Stored entries
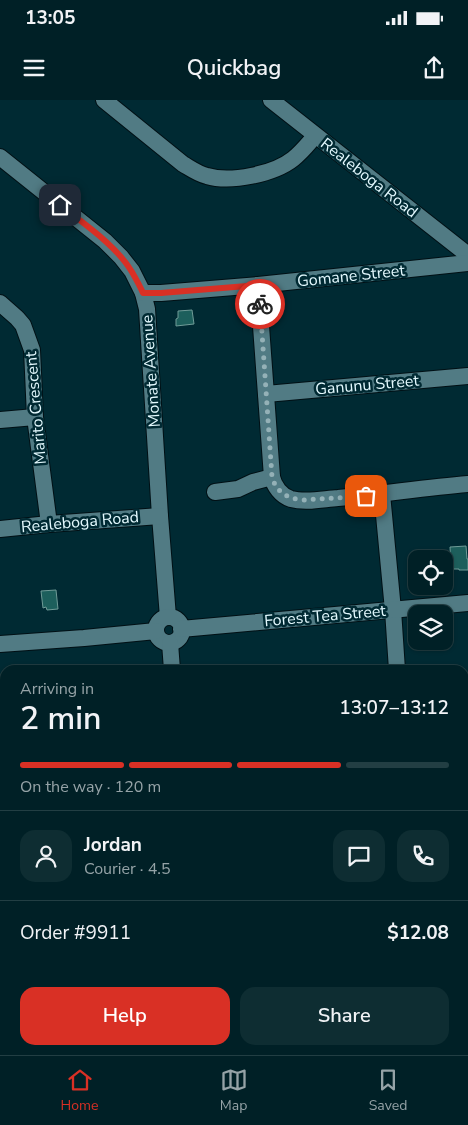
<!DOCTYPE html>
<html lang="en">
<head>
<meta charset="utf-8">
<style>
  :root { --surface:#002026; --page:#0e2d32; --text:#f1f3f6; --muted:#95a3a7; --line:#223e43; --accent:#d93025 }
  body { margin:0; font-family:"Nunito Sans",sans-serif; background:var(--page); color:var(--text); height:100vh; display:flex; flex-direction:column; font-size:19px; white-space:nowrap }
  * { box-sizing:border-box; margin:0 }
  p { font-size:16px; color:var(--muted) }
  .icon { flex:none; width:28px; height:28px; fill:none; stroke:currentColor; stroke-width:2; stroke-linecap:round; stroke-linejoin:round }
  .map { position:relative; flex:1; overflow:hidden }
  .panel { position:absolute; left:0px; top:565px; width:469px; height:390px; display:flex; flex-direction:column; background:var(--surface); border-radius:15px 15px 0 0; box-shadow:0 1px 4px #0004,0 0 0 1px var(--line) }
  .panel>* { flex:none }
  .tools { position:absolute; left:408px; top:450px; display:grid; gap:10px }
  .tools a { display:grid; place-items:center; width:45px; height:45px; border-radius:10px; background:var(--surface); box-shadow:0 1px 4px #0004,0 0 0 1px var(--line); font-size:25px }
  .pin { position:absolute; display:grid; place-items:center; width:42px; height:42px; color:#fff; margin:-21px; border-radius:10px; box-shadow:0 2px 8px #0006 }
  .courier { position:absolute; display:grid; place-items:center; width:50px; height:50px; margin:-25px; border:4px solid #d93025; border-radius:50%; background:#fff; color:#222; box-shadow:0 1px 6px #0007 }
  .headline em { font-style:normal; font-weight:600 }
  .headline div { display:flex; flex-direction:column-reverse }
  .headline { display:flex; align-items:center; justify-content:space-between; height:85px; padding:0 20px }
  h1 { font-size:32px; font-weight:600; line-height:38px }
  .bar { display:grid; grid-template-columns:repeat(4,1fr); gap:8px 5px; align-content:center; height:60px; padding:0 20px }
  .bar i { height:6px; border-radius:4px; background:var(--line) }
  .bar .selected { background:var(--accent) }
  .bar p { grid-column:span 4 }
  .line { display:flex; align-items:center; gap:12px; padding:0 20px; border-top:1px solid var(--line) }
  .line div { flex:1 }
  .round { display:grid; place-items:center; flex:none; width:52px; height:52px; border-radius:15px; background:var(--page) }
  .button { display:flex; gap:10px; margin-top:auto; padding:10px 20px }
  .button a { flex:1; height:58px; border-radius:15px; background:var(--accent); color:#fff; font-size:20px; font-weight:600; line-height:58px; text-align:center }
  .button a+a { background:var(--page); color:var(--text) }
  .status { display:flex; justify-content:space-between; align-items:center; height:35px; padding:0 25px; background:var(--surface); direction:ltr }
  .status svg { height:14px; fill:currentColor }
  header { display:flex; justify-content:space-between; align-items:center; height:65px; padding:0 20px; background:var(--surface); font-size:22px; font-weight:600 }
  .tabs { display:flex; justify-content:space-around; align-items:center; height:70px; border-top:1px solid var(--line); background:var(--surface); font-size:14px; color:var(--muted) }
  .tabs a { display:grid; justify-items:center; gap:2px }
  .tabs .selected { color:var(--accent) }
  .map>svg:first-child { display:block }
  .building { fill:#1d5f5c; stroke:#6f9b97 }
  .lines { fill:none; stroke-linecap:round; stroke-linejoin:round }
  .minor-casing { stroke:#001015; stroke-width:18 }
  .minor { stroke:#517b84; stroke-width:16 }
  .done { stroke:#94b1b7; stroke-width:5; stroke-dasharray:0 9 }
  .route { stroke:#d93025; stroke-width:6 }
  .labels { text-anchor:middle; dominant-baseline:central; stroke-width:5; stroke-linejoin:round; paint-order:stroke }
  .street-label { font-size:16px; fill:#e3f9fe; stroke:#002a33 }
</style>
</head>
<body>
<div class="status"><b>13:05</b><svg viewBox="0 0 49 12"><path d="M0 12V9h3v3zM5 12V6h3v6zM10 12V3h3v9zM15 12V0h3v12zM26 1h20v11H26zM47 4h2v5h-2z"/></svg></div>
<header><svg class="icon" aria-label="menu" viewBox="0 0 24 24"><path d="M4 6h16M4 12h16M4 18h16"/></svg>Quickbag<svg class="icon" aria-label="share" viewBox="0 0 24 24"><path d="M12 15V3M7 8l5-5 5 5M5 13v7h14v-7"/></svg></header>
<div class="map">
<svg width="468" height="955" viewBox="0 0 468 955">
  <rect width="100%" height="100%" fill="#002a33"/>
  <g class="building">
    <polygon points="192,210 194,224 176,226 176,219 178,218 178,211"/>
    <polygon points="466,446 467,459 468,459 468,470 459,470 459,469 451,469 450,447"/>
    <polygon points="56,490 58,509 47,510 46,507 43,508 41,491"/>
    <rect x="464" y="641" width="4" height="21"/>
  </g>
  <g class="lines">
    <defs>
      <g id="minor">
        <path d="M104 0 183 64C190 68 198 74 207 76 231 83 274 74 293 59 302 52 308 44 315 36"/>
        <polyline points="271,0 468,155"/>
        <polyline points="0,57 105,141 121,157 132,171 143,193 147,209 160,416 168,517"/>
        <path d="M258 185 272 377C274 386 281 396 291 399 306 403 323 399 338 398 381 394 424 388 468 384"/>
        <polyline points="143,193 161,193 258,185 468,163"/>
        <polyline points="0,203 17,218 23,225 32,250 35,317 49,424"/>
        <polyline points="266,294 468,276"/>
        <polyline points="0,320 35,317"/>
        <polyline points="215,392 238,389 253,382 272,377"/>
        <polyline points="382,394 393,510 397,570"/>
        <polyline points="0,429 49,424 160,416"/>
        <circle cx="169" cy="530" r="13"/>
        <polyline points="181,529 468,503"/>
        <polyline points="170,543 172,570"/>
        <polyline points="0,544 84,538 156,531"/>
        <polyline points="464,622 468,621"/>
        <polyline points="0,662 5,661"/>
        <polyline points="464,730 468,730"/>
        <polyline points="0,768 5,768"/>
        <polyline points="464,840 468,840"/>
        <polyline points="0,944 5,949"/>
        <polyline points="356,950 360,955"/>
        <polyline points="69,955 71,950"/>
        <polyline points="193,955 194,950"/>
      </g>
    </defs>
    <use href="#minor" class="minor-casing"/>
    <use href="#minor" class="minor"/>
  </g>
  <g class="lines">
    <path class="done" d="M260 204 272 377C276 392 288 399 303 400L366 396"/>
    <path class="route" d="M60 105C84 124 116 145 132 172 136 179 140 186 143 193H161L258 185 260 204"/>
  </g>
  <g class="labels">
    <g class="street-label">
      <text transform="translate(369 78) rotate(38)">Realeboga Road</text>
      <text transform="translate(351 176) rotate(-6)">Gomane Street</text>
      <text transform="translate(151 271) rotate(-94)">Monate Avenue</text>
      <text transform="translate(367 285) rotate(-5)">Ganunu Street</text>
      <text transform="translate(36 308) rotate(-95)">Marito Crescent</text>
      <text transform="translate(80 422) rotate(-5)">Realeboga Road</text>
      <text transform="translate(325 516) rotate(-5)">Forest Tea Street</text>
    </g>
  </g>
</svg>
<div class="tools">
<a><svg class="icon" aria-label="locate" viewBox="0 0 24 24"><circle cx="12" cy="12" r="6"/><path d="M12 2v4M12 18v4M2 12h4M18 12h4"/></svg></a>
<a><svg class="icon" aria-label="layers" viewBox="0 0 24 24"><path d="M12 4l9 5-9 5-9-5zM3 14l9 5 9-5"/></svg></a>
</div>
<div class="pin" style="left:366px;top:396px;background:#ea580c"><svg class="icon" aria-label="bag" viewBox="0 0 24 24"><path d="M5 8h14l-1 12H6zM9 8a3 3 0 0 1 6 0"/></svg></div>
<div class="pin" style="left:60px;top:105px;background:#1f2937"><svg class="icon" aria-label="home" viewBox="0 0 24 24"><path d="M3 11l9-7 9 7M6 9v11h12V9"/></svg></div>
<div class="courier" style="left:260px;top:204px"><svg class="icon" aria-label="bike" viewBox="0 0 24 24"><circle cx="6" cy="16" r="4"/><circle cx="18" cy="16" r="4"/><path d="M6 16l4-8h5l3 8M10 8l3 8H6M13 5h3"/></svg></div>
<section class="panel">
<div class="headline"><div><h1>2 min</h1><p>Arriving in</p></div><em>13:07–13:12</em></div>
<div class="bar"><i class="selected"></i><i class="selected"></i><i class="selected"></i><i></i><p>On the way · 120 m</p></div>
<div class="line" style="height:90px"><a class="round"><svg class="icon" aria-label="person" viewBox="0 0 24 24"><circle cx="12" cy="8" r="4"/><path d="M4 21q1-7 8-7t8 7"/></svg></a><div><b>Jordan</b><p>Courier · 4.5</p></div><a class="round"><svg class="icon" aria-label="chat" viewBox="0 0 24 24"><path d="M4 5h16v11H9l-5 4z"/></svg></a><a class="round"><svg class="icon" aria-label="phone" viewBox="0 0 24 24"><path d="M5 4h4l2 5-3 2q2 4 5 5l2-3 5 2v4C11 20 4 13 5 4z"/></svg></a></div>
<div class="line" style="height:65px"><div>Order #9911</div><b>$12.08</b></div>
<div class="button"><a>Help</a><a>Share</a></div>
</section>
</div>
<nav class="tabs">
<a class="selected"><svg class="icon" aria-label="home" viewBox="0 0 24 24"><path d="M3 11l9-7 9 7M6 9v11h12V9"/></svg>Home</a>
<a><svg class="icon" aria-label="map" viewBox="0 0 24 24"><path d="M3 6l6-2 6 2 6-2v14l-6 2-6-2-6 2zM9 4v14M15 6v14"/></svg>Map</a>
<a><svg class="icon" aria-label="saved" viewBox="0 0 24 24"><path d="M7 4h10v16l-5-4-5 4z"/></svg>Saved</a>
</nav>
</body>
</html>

Problem to work on
Among the lines above, some may hold the string "tools". State how many, giving the number alone.

Worked solution
3